Activity: Respond with nothing but the number of lines in this data that include the word "querySelector".

Dataset excerpts:

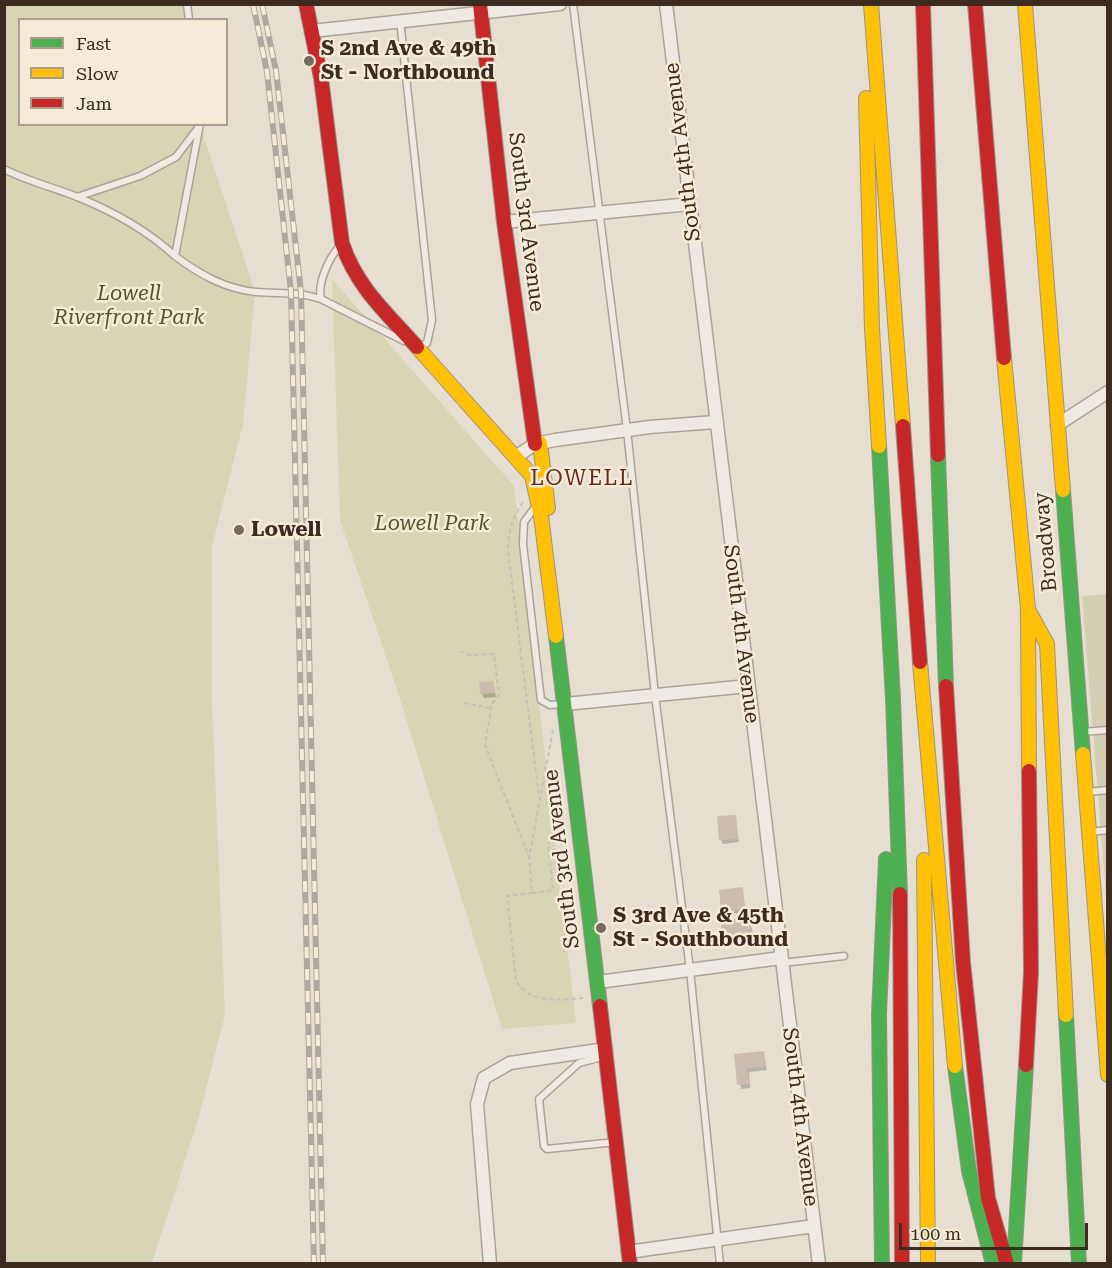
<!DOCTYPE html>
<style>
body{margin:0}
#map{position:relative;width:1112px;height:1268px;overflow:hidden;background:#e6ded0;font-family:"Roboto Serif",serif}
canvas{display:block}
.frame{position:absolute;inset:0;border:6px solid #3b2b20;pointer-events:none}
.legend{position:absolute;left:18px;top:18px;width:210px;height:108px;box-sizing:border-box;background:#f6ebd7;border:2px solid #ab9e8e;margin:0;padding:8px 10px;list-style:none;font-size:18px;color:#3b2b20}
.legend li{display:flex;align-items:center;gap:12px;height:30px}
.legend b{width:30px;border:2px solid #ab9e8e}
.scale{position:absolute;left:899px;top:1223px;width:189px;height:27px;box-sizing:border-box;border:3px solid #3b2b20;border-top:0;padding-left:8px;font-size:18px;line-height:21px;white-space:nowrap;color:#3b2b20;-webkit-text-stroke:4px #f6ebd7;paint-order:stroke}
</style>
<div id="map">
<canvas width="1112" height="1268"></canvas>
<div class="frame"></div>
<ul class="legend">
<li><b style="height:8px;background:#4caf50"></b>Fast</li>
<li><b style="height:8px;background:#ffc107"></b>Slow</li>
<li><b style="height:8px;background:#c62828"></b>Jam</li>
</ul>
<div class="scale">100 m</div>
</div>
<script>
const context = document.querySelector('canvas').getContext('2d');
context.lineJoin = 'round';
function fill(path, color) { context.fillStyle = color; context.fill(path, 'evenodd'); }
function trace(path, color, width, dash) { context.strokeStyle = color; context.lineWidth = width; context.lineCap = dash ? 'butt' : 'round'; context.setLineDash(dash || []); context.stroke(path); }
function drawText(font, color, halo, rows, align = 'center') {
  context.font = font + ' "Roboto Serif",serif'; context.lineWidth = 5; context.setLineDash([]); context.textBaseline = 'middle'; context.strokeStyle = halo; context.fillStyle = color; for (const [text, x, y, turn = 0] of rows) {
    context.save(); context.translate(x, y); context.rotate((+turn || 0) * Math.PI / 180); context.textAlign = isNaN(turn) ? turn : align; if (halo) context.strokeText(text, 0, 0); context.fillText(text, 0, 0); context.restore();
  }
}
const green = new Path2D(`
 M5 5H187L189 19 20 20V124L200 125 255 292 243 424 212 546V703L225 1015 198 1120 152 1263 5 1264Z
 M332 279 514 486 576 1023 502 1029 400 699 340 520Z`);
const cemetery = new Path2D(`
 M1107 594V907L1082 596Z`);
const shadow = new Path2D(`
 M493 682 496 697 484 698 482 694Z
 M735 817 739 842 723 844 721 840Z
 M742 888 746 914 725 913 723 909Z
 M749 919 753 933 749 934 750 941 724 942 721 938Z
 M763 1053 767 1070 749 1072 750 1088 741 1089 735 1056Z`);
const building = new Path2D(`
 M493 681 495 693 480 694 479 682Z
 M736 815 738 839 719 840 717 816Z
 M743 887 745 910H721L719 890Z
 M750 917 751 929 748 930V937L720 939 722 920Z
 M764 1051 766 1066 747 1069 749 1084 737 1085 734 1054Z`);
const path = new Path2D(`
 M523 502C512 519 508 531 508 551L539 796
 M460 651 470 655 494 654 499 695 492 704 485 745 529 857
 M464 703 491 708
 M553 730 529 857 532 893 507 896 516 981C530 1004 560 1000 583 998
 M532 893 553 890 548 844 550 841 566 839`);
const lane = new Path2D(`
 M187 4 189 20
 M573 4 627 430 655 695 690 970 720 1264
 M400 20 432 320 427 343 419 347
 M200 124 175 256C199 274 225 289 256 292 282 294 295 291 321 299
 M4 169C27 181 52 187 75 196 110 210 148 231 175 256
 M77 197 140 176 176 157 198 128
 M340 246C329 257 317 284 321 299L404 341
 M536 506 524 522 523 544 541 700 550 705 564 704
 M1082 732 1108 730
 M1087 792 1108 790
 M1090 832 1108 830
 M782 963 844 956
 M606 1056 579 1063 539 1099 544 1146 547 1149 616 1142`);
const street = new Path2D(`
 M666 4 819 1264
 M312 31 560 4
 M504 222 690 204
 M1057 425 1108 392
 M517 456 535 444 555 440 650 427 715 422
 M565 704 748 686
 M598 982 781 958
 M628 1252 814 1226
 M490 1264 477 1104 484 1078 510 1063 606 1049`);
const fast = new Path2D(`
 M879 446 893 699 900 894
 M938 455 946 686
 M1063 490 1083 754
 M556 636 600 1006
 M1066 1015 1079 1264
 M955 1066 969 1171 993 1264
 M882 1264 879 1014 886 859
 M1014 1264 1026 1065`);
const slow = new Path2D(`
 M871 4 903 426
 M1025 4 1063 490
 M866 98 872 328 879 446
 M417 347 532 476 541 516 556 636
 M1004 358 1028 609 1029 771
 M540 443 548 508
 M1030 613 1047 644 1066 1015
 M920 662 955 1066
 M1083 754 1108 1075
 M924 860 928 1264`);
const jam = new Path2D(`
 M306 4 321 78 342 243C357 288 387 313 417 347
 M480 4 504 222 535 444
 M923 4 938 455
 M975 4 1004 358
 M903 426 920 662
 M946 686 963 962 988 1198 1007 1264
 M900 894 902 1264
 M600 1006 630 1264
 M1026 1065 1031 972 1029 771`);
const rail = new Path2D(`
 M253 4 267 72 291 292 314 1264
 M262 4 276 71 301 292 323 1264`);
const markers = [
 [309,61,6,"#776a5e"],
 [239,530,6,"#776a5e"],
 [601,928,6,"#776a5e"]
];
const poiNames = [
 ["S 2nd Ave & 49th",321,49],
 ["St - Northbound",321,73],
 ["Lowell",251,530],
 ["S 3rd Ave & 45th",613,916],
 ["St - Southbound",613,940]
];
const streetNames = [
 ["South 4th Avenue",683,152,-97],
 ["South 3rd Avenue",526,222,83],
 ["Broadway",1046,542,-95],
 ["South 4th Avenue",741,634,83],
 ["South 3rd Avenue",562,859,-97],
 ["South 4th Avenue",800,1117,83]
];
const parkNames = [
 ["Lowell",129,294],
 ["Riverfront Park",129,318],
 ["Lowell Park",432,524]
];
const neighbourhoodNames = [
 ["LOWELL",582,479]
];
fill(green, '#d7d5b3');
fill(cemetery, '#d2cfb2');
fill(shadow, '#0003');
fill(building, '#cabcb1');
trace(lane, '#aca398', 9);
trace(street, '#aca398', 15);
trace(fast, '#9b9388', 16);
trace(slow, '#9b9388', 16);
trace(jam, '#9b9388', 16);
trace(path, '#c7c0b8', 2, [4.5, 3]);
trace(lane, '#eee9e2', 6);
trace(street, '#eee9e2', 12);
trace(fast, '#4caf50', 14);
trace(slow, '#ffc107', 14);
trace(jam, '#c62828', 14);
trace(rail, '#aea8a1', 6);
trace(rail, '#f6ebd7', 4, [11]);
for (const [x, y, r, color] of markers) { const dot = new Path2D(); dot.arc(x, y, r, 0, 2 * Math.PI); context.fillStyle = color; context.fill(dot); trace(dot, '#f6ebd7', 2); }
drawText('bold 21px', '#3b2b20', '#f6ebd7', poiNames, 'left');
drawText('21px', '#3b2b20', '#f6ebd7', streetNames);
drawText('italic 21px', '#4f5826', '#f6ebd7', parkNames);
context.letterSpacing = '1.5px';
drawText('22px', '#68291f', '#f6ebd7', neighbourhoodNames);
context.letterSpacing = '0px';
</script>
...
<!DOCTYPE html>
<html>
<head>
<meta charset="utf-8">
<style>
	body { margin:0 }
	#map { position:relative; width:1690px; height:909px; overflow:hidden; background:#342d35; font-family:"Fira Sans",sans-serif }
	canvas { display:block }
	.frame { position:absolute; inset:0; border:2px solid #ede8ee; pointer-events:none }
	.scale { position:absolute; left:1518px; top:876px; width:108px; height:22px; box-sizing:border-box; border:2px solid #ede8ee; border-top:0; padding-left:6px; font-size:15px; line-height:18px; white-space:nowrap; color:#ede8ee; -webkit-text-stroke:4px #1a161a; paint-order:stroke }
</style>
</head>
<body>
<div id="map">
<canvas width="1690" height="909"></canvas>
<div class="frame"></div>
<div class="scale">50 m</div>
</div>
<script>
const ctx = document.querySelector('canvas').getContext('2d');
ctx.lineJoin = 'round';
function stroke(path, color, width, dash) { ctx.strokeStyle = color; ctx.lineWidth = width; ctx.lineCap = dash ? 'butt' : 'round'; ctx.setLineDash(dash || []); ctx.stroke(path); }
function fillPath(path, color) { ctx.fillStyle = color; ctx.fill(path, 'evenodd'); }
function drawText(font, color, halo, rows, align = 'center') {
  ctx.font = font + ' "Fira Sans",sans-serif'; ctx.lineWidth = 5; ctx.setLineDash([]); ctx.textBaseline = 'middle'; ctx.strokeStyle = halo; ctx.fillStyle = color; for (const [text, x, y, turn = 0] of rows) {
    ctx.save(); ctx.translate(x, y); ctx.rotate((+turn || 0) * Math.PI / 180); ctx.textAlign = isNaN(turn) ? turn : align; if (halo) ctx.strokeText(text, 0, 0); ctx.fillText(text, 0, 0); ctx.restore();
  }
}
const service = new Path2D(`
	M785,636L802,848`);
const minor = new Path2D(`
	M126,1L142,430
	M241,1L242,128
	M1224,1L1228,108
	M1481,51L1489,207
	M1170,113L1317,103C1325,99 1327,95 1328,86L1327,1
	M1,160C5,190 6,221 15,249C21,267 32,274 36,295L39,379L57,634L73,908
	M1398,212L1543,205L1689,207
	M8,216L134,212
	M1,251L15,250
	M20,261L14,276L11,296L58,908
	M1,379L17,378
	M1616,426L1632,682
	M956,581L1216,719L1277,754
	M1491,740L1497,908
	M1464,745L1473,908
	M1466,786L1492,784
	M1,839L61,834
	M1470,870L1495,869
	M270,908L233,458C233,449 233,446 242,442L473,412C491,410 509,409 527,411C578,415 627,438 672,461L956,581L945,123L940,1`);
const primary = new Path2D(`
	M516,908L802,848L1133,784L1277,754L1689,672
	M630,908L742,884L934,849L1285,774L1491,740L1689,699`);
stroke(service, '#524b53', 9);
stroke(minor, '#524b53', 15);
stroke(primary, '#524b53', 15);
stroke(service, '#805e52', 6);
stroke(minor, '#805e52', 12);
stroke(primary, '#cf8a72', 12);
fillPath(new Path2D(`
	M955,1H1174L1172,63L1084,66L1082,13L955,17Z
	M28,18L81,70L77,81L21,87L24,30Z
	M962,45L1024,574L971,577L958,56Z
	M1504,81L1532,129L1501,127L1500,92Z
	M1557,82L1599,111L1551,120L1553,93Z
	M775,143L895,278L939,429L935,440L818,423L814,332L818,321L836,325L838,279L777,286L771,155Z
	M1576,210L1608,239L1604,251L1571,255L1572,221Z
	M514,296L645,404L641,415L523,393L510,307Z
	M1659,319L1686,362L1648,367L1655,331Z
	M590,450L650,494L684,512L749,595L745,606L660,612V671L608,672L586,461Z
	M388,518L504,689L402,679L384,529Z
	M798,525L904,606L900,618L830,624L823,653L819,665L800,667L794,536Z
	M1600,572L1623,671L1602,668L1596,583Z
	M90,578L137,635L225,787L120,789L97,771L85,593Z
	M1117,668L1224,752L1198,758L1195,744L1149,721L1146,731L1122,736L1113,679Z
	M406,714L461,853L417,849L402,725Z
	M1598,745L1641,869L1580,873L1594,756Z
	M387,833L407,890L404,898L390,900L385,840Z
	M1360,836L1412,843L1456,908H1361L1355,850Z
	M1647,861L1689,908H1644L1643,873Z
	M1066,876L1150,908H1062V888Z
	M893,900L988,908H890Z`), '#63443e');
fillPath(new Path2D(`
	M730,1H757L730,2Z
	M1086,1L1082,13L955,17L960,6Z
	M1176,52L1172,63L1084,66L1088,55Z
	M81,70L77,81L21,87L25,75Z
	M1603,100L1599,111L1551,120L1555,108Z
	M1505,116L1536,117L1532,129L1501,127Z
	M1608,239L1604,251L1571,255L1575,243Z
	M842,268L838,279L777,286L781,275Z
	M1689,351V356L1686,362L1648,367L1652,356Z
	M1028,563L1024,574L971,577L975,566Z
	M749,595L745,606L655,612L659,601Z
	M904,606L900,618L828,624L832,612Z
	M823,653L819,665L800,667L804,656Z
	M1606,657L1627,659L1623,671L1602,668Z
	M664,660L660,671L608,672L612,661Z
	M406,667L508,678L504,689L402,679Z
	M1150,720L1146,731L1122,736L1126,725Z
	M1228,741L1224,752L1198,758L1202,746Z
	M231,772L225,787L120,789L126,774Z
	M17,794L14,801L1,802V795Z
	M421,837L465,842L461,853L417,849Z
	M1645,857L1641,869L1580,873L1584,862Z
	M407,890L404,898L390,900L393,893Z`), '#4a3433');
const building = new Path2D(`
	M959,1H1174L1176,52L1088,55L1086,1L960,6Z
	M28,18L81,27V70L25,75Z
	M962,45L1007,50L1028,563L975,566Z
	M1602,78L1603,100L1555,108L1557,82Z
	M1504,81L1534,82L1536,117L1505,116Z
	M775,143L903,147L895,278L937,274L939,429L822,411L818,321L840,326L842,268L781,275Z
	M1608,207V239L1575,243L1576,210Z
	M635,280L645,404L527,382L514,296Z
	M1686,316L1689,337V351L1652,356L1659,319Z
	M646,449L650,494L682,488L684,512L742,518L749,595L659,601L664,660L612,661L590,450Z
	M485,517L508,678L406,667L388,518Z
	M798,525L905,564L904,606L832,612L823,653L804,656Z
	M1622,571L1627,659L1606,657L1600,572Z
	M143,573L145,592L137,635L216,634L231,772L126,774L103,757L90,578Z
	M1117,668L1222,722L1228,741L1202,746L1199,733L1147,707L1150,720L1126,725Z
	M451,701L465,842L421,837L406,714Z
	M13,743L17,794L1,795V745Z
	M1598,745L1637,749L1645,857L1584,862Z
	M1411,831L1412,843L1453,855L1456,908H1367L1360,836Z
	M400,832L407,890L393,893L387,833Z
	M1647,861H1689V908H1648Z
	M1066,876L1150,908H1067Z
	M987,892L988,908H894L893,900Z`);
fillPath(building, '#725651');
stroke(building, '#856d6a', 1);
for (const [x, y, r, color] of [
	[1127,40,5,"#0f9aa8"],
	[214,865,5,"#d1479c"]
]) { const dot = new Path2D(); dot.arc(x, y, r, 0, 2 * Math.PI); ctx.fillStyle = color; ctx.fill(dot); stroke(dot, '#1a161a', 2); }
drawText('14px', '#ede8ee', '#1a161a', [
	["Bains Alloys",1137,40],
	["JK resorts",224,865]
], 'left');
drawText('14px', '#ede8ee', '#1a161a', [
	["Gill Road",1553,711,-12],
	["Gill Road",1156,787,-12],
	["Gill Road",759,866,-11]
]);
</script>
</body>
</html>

Solution: 2